Dataset excerpts:

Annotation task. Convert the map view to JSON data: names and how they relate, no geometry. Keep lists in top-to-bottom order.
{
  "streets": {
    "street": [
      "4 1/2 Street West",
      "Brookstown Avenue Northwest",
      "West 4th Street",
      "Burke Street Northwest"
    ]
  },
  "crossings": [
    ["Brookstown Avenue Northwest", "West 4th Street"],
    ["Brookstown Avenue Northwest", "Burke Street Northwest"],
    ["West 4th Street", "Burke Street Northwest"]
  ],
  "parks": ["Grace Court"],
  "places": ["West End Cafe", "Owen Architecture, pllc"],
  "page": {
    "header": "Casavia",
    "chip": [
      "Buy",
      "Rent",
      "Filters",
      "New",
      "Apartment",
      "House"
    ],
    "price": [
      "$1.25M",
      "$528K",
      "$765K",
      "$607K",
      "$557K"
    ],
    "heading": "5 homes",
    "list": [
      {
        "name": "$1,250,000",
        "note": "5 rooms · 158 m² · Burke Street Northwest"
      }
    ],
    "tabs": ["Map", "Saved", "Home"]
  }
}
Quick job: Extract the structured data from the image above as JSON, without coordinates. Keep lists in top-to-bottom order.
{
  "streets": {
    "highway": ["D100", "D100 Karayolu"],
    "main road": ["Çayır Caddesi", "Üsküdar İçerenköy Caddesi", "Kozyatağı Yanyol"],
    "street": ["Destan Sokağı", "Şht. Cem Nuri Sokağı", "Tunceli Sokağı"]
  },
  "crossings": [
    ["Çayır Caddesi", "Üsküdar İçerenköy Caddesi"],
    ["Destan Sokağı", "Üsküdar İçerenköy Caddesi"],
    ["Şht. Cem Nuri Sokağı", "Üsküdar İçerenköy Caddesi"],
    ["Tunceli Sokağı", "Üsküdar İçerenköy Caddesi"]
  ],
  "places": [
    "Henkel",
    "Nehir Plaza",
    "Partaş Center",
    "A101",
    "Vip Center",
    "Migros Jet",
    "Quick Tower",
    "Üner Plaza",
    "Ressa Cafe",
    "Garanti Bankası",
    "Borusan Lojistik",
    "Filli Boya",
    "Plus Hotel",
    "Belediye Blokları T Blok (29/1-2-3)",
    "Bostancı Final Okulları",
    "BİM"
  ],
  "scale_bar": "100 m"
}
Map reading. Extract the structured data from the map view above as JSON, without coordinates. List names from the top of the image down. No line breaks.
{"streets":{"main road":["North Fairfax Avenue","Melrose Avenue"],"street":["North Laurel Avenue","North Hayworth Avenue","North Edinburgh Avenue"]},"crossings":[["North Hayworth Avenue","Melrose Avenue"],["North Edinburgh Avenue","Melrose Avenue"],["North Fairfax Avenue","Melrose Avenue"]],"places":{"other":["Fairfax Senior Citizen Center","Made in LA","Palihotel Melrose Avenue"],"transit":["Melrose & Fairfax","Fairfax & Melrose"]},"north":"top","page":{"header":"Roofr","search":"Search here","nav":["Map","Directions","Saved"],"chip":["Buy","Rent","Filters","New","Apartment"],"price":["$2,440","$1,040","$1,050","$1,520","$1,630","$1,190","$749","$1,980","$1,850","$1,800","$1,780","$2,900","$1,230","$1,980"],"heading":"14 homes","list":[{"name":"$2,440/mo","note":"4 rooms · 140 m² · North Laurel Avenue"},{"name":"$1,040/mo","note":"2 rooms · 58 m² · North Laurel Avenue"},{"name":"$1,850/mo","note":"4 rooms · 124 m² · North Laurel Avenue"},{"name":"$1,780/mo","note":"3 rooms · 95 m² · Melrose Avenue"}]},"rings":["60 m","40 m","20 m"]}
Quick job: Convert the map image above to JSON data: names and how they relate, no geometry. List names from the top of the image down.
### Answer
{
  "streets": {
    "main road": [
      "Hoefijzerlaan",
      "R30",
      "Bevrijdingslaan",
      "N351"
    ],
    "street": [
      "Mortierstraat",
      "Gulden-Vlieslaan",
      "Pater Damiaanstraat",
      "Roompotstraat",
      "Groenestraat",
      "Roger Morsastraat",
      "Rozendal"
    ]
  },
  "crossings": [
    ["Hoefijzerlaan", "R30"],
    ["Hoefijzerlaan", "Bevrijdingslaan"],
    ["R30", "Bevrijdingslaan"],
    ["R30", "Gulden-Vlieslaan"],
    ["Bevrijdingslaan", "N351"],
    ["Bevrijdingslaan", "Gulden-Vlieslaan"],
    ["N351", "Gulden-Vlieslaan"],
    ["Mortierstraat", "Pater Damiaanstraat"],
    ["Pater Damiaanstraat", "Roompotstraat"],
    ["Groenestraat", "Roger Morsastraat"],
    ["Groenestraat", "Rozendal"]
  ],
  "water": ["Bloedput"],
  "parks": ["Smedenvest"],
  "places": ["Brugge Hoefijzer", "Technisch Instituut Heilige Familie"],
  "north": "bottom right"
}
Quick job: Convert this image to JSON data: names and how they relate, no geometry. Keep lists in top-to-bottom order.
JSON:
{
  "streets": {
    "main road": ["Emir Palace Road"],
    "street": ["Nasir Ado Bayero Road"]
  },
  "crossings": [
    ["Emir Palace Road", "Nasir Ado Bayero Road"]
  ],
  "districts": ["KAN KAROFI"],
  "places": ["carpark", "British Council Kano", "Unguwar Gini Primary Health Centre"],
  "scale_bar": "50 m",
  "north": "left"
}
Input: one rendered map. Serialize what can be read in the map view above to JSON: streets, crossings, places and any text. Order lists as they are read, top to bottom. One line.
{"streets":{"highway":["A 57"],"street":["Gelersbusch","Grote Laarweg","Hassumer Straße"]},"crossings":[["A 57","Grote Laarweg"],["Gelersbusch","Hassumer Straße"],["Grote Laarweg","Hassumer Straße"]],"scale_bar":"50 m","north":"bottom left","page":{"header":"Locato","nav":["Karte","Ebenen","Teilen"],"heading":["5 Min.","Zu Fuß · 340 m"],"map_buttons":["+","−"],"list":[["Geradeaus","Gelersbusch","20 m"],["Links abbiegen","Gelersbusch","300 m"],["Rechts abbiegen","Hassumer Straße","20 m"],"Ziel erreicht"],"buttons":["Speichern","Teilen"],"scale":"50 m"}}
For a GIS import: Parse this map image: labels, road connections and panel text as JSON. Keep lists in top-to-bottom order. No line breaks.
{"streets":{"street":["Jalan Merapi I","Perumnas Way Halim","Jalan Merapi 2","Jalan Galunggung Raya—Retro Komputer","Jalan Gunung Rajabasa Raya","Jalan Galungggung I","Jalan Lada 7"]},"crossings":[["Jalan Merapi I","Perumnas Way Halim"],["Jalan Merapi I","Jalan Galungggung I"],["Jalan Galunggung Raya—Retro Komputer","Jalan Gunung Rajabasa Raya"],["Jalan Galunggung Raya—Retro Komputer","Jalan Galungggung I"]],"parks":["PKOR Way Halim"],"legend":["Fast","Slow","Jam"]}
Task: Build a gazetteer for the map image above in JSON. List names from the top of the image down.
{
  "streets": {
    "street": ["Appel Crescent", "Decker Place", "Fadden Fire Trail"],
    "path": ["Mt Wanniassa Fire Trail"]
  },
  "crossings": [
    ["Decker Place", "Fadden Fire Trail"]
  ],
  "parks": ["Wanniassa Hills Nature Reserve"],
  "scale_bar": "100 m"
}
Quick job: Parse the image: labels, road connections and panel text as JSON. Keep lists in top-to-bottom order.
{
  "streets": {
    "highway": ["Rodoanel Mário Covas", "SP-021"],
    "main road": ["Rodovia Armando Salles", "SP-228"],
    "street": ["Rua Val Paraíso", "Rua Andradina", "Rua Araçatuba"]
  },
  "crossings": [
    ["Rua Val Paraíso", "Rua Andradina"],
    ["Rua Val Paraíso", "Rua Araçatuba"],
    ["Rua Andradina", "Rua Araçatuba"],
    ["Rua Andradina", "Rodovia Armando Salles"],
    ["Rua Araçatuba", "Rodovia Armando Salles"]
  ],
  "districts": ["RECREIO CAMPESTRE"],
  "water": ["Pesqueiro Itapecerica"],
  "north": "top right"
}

Exercise description: Where the line containing "Quick job: Parse" appears, begin a word-for-word copy and carry it through the last line of the listing, leaving out all other lines.

Output for this task:
Quick job: Parse the image: labels, road connections and panel text as JSON. Keep lists in top-to-bottom order.
{
  "streets": {
    "highway": ["Rodoanel Mário Covas", "SP-021"],
    "main road": ["Rodovia Armando Salles", "SP-228"],
    "street": ["Rua Val Paraíso", "Rua Andradina", "Rua Araçatuba"]
  },
  "crossings": [
    ["Rua Val Paraíso", "Rua Andradina"],
    ["Rua Val Paraíso", "Rua Araçatuba"],
    ["Rua Andradina", "Rua Araçatuba"],
    ["Rua Andradina", "Rodovia Armando Salles"],
    ["Rua Araçatuba", "Rodovia Armando Salles"]
  ],
  "districts": ["RECREIO CAMPESTRE"],
  "water": ["Pesqueiro Itapecerica"],
  "north": "top right"
}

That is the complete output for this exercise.